Tunisia has had three presidents in the past 48 hours.

A legitimate one: Zine al-Abidine Ben Ali, re-elected in 2009 with 89.4% of the vote; an illegitimate one: Mohammed Ghannouchi, who took on the job on Friday even though the decision to do so contravened the Tunisian constitution; and now an interim one: Foued Mebazza, who as Speaker of the Tunisian parliament should have been given the job as soon as Mr Ben Ali was removed from office.

Now the interim President, Fouad Mebazza is working hard to put together an acting government ahead of elections which are due to be called within three months.

These are very uncertain hours in Tunisia. The country has been thrown into turmoil by a series of cataclysmic events which unfolded in the space of a few hours. That uncertainty is very apparent on the streets of the capital, Tunis.

In residential areas it looks as though mobs of stick-wielding thugs are on the loose, but on closer inspection it soon becomes clear that these are not hoodlums, but respectable, upstanding members of the community who have been reduced to desperate measures to protect their property.

I spoke to a doctor who was carrying two rocks and a wooden club in his hands.

"Do you think I want to do this?" he asked me. "Of course I don't, but I have been out here night and day for the past 48 hours. There are gangs of criminals on the loose and I have to look after what is mine."

I asked him about the police - where they were, and shouldn't they have been protecting his home?

"The police are nowhere to be seen, and anyway, they are part of the past," he said. "They were the foot soldiers of Ben Ali so no-one trusts them."


The immediate future of Tunisia is in the hands of the military. That is not to say they were part of the process that saw President Ben Ali flee. This was not a coup.

But his sudden departure, preceded by the dissolution of the government and the Tunisian parliament, has hurled the country into a crisis of unprecedented proportions and it needed some powerful institution to assert control. That is what the army is trying to do.

Tunisian troops and burning motorcycle, Tunis, 14 January 2011 The military is respected in Tunisia, unlike the police

For the most part, the military is respected in the country, unlike the police who are reviled. So Tunisians have some understanding and tolerance for the numerous military checkpoints that they now have to go through to get from one side of Tunis to the other.

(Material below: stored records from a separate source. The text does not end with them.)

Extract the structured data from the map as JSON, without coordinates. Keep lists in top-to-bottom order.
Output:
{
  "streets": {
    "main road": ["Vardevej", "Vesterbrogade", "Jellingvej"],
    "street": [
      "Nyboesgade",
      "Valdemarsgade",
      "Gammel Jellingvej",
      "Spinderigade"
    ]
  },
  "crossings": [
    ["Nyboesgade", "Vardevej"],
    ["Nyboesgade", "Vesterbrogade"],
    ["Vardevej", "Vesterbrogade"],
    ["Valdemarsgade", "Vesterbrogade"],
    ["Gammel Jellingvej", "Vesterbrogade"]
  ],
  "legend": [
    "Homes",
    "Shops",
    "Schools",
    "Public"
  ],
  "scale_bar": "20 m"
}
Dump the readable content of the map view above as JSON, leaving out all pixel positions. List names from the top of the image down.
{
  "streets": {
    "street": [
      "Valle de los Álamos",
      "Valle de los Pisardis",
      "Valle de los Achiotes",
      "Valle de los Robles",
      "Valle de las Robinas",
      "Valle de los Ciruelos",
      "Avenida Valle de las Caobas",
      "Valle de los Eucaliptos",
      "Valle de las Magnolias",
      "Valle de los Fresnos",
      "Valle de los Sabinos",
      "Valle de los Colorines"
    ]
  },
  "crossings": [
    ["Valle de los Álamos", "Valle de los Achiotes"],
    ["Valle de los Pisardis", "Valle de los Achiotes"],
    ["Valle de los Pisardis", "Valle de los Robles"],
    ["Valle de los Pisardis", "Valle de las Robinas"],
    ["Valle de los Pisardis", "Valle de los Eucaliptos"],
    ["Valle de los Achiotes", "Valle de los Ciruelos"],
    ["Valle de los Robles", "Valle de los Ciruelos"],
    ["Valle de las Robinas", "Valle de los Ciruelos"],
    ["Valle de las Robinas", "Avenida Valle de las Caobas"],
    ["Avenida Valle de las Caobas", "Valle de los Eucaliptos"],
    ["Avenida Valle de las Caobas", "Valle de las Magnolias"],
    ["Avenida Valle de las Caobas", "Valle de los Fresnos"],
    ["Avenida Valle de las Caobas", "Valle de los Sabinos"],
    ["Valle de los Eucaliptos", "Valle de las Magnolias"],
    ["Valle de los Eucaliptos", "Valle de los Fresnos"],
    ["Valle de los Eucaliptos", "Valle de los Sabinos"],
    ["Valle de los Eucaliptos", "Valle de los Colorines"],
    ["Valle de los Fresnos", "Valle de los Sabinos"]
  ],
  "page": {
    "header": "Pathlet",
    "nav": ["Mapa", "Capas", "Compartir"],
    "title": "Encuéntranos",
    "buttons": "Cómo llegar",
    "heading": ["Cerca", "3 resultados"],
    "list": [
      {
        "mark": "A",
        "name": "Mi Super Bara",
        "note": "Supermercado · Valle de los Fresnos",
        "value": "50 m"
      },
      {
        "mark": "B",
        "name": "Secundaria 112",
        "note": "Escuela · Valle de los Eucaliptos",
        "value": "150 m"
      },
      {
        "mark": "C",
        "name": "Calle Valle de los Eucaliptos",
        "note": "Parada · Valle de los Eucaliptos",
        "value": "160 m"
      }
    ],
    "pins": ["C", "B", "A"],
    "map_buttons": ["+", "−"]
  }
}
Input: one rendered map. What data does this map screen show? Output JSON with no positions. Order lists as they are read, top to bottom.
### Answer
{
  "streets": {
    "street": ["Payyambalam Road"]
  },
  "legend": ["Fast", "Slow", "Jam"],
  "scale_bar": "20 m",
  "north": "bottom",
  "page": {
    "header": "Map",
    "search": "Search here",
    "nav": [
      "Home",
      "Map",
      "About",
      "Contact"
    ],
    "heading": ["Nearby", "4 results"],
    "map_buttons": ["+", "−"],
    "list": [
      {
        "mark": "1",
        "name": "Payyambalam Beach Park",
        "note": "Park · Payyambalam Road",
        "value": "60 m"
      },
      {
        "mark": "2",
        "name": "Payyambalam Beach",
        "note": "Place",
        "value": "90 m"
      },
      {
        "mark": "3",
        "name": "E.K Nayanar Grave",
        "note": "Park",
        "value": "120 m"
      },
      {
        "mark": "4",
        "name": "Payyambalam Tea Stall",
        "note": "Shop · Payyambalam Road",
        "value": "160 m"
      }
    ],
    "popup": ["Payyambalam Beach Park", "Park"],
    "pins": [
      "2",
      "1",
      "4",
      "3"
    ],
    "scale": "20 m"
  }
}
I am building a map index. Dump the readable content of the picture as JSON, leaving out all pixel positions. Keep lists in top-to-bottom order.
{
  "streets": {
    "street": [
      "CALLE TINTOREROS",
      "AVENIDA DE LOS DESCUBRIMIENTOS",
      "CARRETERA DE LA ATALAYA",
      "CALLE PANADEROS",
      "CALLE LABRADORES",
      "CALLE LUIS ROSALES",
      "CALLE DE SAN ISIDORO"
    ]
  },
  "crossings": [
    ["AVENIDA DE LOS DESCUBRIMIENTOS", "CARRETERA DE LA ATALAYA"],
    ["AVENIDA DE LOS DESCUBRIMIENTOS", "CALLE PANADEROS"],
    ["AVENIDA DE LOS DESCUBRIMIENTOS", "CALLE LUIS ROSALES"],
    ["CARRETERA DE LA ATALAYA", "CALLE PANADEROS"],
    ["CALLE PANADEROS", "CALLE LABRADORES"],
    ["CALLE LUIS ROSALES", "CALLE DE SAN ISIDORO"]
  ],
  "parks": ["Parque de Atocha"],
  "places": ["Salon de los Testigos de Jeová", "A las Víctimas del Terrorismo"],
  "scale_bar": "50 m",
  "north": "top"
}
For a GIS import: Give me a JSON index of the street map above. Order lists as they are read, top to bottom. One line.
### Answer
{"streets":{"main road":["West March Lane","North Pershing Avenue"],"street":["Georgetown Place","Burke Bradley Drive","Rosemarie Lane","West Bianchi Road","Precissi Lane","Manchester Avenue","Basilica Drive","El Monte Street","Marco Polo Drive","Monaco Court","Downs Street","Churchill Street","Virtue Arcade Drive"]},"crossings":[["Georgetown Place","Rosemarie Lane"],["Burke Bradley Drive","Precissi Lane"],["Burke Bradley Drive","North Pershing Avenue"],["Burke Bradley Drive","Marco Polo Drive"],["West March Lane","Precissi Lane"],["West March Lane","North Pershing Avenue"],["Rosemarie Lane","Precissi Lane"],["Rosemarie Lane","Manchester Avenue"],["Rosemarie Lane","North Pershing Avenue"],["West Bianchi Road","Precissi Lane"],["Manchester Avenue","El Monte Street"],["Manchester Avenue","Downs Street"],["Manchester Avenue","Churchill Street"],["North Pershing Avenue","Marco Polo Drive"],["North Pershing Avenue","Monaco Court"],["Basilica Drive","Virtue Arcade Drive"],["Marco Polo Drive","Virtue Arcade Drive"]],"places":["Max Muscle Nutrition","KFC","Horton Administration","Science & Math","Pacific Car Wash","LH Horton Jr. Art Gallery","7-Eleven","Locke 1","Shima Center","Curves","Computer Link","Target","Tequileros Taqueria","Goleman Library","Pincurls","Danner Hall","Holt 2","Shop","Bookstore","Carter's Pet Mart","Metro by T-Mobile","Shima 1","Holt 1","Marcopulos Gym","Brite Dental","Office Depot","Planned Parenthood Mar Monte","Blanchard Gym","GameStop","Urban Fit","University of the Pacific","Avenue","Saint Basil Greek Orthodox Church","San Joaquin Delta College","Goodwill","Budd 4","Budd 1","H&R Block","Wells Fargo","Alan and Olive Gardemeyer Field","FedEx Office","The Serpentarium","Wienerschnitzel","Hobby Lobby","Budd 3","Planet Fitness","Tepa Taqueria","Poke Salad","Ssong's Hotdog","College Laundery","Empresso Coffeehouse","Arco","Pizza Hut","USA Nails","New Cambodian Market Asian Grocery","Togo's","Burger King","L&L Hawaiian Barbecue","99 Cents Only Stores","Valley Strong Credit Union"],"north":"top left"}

The army is trying to limit the inevitable crimewave that follows on the heels of a government collapse. There is looting, theft and general abuse happening everywhere.

As we were driving into Tunis after a journey to Hamamet we saw dozens of youths carrying boxes of yoghurt across the motorway. They were stealing from a dairy that had been abandoned in the turmoil. Soldiers had just arrived and were firing in the air to persuade the thieves to stop.

Tanks have been parked outside the state television headquarters, next to government buildings and at many main road intersections.

'We have made history'

Despite the fear and uncertainty, there is a powerful sense of achievement and rejoicing - particularly among the young. At the start of the wave of protests in the country which began four weeks ago, few would have expected to topple a government and a president who had been in power for 23 years so quickly.

Mr Ben Ali has become so much a part of national consciousness that some fear there is still a risk he might come back, that he hasn't been written out of Tunisia's story completely. All I spoke to were determined not to let him.

I spoke to a young man, Alaedine Derbala, one of a group who were standing armed with sticks and stones to protect their homes.

"We have made history," he said, "January the fourteenth will go down as a great day for Tunisia, the day we changed the country for ever.

"We got rid of a hated man and his hated family. Now we have the possibility of creating a new country.

"We have martyrs who have died for this and we can't let them down. So we cannot allow this to falter."

Alaedine expressed a view I have heard everywhere: too much has been sacrificed and too much blood has been spilt to let the hope of a democratic future fail.